*** Opening of GIVEN ENTRIES ***
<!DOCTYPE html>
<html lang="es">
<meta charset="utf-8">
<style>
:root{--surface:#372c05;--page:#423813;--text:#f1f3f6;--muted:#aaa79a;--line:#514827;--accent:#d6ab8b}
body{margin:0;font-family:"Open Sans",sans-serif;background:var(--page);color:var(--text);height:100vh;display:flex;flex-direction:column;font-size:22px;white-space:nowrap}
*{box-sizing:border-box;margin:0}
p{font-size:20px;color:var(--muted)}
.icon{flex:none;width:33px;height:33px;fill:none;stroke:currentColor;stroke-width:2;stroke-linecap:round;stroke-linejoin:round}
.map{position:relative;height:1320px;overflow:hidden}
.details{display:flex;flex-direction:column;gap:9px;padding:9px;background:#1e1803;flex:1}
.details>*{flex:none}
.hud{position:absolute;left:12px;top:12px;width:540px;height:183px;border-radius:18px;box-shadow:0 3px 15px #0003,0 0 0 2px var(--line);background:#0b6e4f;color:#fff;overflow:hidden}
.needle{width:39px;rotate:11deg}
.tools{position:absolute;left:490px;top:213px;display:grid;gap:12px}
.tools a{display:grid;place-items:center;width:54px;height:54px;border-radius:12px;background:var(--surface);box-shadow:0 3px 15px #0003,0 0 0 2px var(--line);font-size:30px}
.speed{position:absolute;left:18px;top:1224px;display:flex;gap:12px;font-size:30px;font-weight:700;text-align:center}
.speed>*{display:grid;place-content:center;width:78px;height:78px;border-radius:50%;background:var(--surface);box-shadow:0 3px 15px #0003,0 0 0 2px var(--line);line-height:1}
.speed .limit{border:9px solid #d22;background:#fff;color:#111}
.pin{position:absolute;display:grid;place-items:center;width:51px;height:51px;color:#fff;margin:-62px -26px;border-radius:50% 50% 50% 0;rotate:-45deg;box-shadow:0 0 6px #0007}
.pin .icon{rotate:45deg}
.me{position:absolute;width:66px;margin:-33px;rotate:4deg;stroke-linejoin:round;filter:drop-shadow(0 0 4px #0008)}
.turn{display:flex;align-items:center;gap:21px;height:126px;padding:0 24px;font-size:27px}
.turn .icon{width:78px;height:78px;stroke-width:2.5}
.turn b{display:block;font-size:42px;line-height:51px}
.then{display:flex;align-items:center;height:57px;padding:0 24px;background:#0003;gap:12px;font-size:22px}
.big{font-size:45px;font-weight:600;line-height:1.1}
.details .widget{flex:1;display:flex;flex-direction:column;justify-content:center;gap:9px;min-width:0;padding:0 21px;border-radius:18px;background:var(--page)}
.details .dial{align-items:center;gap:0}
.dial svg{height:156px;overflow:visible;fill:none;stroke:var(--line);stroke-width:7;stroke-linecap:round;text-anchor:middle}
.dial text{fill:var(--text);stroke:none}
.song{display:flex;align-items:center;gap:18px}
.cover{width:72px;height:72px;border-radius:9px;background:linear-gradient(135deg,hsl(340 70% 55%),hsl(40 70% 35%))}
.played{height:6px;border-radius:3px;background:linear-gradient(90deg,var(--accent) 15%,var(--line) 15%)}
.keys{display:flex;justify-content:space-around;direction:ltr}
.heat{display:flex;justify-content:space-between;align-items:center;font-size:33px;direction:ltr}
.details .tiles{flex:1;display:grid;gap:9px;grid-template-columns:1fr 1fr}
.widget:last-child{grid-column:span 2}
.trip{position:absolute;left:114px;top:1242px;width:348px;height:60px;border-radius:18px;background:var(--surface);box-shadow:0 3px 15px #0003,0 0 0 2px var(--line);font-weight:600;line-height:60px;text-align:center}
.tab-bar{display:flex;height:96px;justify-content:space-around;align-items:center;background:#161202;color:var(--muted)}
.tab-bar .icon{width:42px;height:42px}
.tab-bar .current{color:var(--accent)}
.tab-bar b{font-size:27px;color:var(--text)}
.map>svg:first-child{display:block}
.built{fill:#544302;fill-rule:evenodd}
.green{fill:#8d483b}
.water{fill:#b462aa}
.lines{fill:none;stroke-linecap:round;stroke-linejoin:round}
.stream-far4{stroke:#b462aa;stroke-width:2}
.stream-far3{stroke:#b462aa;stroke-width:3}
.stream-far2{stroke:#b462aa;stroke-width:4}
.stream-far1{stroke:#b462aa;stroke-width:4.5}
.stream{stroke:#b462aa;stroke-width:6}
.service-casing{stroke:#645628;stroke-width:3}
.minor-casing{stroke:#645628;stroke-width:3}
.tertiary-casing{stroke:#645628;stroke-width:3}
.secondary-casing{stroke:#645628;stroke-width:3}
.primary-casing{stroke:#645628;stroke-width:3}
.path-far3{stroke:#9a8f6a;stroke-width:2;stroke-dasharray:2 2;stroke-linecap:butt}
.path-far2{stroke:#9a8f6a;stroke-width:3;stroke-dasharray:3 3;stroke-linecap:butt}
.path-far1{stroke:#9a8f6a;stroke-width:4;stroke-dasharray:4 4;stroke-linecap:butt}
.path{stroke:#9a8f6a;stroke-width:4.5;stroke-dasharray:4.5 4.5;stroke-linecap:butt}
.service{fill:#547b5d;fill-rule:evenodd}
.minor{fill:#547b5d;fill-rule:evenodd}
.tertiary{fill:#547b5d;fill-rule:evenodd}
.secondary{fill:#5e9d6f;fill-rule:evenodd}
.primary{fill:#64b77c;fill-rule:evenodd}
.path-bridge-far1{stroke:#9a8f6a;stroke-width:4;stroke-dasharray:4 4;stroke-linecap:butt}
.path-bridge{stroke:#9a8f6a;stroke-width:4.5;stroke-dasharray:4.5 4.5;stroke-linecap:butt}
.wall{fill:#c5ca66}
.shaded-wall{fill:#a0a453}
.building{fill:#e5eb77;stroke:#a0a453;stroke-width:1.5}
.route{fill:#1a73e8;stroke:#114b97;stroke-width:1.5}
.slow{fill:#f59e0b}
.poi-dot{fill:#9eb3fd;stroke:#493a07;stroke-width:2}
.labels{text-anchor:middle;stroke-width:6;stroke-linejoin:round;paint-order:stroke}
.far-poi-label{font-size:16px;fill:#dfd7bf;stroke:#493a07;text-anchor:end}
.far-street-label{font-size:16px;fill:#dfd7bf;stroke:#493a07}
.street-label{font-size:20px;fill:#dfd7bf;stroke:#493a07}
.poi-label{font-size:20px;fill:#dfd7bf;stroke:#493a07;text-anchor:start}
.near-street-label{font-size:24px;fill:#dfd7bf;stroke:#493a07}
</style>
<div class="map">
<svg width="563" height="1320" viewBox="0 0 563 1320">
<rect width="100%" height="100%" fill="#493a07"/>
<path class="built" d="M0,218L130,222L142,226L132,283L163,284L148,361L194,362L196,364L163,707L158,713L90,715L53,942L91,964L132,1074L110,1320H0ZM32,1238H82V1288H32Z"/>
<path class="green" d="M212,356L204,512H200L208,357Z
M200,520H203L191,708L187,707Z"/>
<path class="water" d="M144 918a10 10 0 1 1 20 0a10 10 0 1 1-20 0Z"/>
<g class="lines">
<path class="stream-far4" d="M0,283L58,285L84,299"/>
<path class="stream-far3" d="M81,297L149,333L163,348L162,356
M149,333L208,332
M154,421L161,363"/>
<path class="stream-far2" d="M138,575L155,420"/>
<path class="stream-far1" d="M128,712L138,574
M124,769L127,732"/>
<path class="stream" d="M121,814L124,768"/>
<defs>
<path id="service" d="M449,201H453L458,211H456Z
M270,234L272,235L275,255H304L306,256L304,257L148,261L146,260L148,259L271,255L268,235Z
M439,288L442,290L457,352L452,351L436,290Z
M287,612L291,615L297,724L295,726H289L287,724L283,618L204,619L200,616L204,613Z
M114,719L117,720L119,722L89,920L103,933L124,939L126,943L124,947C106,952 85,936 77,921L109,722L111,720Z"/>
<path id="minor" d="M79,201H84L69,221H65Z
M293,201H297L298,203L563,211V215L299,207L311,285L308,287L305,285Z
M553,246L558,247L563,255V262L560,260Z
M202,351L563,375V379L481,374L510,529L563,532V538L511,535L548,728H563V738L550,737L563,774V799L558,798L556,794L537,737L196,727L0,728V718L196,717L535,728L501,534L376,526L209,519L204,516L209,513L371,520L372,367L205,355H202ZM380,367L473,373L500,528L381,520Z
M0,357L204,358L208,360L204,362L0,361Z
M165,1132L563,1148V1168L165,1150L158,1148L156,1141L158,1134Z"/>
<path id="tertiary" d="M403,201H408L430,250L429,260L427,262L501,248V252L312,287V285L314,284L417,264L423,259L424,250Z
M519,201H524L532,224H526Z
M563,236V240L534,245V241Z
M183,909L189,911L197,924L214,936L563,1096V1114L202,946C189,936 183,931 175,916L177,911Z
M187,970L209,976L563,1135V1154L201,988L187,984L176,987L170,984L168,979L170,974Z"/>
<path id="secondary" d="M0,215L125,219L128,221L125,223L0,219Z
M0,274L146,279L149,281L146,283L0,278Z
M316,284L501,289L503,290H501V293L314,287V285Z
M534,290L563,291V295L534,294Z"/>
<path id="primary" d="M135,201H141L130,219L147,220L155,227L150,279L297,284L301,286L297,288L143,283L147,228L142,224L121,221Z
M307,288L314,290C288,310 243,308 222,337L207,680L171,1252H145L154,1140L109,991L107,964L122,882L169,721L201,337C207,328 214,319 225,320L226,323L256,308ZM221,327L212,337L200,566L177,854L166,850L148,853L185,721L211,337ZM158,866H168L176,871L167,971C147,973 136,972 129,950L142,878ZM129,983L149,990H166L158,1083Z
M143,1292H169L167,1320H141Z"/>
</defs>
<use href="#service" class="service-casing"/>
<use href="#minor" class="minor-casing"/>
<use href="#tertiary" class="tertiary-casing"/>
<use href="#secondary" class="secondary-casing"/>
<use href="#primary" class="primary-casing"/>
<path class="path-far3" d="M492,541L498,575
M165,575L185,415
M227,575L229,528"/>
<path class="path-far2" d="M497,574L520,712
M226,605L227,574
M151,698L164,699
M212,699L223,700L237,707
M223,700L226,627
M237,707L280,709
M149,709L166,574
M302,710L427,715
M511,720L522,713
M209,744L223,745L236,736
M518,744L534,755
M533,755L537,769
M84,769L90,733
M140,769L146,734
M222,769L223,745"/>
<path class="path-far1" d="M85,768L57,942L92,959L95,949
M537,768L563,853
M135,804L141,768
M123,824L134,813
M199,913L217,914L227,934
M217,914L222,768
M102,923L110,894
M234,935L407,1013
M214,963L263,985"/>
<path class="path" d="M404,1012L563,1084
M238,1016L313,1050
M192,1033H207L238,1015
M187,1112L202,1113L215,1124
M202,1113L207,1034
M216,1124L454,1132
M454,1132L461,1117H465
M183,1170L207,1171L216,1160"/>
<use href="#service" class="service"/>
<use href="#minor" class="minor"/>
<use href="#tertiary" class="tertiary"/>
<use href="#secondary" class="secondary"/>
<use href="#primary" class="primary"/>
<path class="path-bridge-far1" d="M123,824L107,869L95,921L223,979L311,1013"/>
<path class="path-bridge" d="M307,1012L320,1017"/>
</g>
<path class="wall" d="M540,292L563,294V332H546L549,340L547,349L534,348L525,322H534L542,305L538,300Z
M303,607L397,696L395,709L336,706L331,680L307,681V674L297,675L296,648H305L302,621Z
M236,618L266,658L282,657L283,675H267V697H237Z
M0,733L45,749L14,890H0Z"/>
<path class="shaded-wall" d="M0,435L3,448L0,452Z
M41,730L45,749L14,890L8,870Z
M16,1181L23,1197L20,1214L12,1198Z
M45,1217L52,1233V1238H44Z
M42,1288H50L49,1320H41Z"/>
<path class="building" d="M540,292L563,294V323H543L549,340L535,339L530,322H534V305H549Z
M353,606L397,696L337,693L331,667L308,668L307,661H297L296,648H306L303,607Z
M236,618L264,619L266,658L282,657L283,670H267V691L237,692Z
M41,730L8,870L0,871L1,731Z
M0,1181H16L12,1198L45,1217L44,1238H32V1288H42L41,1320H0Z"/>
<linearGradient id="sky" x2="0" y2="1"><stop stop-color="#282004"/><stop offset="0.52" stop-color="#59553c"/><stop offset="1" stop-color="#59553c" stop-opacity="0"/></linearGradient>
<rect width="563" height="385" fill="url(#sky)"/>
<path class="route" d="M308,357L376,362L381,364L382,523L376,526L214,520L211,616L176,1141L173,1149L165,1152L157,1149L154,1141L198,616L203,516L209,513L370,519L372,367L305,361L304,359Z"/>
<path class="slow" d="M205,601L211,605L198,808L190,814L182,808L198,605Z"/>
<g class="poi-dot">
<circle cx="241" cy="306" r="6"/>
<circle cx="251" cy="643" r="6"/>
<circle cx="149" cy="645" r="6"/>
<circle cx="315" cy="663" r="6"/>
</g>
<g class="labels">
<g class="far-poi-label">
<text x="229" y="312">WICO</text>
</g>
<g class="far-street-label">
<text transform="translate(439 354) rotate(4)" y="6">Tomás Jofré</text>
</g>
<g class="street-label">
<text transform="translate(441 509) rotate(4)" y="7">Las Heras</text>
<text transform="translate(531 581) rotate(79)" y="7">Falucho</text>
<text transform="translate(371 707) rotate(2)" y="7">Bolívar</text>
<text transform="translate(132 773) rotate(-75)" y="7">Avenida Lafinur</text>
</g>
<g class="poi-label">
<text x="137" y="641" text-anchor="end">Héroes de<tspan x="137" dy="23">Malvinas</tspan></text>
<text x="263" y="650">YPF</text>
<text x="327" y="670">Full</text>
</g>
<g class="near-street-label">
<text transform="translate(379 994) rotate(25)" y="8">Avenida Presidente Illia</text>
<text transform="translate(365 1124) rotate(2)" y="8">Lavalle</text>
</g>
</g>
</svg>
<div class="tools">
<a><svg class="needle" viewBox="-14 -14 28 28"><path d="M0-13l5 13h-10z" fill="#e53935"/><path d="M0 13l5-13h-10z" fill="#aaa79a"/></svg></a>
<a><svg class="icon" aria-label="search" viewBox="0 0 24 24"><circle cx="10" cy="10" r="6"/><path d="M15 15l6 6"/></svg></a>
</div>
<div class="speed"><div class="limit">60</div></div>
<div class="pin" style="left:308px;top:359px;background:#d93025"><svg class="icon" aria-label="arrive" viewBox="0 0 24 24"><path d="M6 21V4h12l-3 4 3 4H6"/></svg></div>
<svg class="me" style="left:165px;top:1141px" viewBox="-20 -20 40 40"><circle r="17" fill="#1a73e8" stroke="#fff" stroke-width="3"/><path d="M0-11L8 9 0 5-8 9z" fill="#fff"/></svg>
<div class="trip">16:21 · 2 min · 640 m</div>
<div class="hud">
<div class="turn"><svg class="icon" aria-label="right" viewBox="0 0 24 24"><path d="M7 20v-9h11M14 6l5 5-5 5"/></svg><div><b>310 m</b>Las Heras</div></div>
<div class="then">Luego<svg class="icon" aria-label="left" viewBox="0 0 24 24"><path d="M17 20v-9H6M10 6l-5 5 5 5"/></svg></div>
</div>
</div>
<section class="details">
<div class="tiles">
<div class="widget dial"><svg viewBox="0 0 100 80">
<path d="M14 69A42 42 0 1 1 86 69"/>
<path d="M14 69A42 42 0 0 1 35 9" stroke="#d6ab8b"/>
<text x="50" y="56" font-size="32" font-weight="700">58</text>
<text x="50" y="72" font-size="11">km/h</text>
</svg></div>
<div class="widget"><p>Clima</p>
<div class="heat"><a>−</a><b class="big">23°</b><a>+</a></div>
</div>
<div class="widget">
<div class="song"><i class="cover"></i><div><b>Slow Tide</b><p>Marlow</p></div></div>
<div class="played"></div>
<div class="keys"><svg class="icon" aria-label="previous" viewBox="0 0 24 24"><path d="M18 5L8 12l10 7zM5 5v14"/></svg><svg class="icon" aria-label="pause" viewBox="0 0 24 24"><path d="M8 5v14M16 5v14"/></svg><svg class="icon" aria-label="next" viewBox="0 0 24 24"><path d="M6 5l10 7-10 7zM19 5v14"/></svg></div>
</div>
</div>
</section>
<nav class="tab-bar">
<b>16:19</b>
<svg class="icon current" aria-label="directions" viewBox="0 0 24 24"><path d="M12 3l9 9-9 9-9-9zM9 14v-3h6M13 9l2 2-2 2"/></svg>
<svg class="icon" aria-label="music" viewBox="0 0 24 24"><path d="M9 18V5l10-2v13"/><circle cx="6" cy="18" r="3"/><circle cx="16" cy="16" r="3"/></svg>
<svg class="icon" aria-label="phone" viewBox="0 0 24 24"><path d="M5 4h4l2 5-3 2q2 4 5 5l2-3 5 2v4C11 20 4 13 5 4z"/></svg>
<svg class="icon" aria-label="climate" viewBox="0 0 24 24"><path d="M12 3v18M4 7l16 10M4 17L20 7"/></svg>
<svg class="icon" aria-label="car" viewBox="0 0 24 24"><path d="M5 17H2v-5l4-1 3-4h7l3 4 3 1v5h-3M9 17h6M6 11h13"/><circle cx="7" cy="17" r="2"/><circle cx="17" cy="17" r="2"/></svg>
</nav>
*** Close of GIVEN ENTRIES ***
§ **EXERCISE**:
Show every line of the listing containing the string "cover" by copying it.

§ **ANSWER TO THE EXERCISE**:
.cover{width:72px;height:72px;border-radius:9px;background:linear-gradient(135deg,hsl(340 70% 55%),hsl(40 70% 35%))}
<div class="song"><i class="cover"></i><div><b>Slow Tide</b><p>Marlow</p></div></div>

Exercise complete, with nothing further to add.